Sunday, November 27, 2011
I Am A Thermostat Not A Thermometer 11-20-11
Recently I had someone apologize to me. This may have been one of the lamest attempts at an apology I’ve ever heard. It was one of those, “If I’ve done anything to offend you” apologies. I hate these kinds of apologies! They are such a cop out! You know you offended me! This way you get to apologize without really accepting responsibility for your actions or acknowledging the fact that what you did was wrong. So, all while this person was apologizing, I was praying asking the Lord to give me what to say because I knew that my response would be the thermostat that set the climate of our conversation. I could either “GO OFF” and give this person what I felt they deserved, which probably would have resulted in some cuss (yea I said cuss, not curse) words and somebody hanging up midstream or I could listen and try to meet this person where they were. In doing this, I realized that this was really the best this person could do. The fact that they were making an attempt to apologize at all, I’m sure was a big step for them. A beautiful woman of God, Jackie Flowers, told me one day “Honey, you are a thermometer not a thermostat. You have got to set the atmosphere around you, not just display the temperature.” That was so profound to me! As much as I wanted to let this person HAVE IT! It just wasn’t in me. It would not have shown her, the Real Woman she was dealing with, nor would it have made the situation any better. Now don’t get me wrong, sometimes I wish it was in me to bust (yes I said bust not burst) some car windows, slash some tires, and cuss yo’ *ss out! (Gotta be real about it!) But honestly, that just isn’t the woman that God created me to be. My mom taught me that you never let another person have so much control over you that they push you to get out of character and you never let them see you sweat. As hard as it may be sometimes you have to “meet people where they are”. I am proud of myself, I was able to genuinely accept her apology and “keep it movin’!”
Monday, November 14, 2011
It's Okay 11-6-11
It is okay to be upset, and it is okay to be angry or mad.
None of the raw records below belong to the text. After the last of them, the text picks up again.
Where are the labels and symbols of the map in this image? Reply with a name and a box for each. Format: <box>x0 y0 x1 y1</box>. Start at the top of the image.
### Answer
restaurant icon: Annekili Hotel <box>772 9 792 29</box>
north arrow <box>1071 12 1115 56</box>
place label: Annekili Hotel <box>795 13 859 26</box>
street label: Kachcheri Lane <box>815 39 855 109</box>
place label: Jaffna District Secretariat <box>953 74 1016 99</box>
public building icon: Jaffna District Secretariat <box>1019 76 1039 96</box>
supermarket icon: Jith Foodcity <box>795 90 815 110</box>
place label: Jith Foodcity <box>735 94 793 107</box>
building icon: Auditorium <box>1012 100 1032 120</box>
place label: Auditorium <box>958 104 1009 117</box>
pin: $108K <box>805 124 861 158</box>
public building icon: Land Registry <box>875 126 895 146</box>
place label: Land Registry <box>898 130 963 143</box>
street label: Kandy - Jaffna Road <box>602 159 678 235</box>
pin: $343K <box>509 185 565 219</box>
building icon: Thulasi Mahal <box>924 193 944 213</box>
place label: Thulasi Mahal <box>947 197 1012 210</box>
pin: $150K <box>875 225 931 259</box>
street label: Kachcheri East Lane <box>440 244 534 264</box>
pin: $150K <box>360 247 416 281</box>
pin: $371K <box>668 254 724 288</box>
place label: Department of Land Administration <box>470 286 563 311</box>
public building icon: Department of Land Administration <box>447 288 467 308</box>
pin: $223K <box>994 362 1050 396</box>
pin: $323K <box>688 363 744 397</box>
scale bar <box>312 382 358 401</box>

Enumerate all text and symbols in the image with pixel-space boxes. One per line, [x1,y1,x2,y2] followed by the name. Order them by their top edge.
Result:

It is okay to cry sometimes, and let it out when you are sad.
It is okay to say no, when a yes is too much of a task.
It is okay when you are in need of help, to lift your voice and ask.
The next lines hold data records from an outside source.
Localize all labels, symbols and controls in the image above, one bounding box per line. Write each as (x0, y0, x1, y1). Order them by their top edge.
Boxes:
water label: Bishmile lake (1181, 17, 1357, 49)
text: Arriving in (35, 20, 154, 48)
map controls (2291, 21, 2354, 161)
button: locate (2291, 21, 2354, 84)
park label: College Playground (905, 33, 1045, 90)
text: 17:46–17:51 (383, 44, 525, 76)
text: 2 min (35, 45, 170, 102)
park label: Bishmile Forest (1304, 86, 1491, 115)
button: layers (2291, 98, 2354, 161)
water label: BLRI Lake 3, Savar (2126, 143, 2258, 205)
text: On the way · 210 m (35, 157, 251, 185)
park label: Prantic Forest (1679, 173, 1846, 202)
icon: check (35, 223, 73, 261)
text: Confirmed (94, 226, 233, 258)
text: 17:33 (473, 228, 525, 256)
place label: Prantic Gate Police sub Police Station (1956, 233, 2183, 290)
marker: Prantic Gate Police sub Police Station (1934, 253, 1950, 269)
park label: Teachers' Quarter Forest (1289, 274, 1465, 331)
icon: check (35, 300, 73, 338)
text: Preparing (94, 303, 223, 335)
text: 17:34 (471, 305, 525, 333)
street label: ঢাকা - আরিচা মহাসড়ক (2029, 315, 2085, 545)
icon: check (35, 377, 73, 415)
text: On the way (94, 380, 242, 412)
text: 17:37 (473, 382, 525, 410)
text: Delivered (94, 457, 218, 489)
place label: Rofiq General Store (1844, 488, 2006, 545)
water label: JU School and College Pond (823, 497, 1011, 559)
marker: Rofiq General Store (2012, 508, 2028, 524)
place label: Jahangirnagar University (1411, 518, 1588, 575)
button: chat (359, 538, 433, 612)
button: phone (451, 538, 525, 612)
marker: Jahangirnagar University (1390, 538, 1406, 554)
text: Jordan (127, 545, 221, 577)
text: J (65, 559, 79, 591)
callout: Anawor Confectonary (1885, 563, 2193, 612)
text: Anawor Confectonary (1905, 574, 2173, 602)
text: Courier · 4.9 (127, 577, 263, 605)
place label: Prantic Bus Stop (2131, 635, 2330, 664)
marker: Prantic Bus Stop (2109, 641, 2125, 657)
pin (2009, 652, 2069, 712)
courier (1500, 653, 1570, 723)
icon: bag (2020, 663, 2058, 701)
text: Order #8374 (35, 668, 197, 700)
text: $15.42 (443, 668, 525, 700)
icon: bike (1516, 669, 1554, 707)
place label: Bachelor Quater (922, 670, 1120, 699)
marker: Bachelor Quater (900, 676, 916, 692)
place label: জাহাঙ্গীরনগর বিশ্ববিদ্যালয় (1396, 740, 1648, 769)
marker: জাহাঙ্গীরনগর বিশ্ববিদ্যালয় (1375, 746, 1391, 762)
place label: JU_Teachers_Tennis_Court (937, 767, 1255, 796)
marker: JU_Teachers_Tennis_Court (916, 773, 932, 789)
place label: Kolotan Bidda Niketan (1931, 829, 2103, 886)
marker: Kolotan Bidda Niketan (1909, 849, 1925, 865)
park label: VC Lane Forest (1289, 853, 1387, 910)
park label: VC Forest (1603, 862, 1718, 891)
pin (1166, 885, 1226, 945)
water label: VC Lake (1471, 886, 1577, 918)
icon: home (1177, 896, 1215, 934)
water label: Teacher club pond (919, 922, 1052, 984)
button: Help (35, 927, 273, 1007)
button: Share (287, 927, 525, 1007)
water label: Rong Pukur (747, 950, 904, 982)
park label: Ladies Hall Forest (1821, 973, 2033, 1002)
It is okay when you are frustrated, to let out a yell or a scream.
It is okay when you’re having a moment to eat a big bowl of ice cream.
It is okay that you can’t do everything, and need some time to rest.
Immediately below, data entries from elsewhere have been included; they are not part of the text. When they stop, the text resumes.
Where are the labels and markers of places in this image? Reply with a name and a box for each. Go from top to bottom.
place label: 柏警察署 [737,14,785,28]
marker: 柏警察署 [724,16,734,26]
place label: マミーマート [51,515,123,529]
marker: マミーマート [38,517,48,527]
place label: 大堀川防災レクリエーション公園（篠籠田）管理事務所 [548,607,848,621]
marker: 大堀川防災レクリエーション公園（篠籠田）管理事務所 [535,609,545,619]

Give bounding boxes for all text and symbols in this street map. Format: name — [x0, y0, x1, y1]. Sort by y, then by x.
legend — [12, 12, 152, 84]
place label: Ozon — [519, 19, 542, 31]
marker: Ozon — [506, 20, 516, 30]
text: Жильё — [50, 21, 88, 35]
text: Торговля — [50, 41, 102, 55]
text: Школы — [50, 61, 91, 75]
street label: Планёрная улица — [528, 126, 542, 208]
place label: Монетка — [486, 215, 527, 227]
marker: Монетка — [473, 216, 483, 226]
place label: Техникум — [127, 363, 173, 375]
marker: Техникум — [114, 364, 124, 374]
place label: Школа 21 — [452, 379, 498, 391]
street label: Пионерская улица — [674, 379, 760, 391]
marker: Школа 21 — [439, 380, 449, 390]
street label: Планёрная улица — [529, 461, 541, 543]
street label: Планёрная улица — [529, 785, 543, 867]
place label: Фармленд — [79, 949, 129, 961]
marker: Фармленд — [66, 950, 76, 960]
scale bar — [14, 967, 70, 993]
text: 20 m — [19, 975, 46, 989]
It is okay to take care of yourself, as only you can do it the best.
It is okay today and everyday, to hold yourself in high esteem.
Don’t bow your head as your crown may fall, its okay that you’re a queen!
~Javonne Granderson
© 2011
Sometimes we just need to know its okay. Whatever emotion you may feel, whatever “moment” you may be having It’s Okay! It’s okay if the dishes stay in the sink over night because you were just too tired to finish. The world will not end! It’s okay that you cannot be everything to everybody at all times. You are one woman with two hands and ten fingers and you can only do what one woman with two hands and ten fingers can do. If you were created to do more, God would have given you more hands and more fingers! So, in my old lady voice “Sat down!” You still rock!
Superwoman 10-30-11
Singing “I’m not your Superwoman, I’m not the kind of girl that you can let down and think that everything’s okay. Boy, I am only human.……….” in my Karyn White voice. Ladies, ladies, ladies, how many of us have declared “I am not your superwoman” as you stand there with your cape and a leotard with a big “S” on your chest. We do it all the time! Oftentimes we complain of not getting any help, being overwhelmed, tired, and broke down. I watched my mom for years, do all of the cleaning and fussin’ about cleaning, and groomed me to do the same thing. I remember as a young lady, my mom telling me “when you get married, don’t start doing something unless you plan on doing it for the rest your marriage”. That statement is so true. Many of us started this thing off ALL WRONG! First off, we started playing wifey before we even became wifey; some of us in hopes that he would “put a ring on it” as a result. Womp Womp!! All Wrong!! All that cookin’ breakfast, lunch, and dinner, cleaning, running errands, and taking care of his business, that you either started before you got married or right at the beginning of your marriage got you all “twisted up in the game”! LOL!! See, as you gain more responsibilities as a wife and a mother (whether they are children you birthed or not) the expectation for you to continue what you started doesn’t change. Not to any fault of their (husbands) own; much of this we created ourselves. Oftentimes we work harder not smarter!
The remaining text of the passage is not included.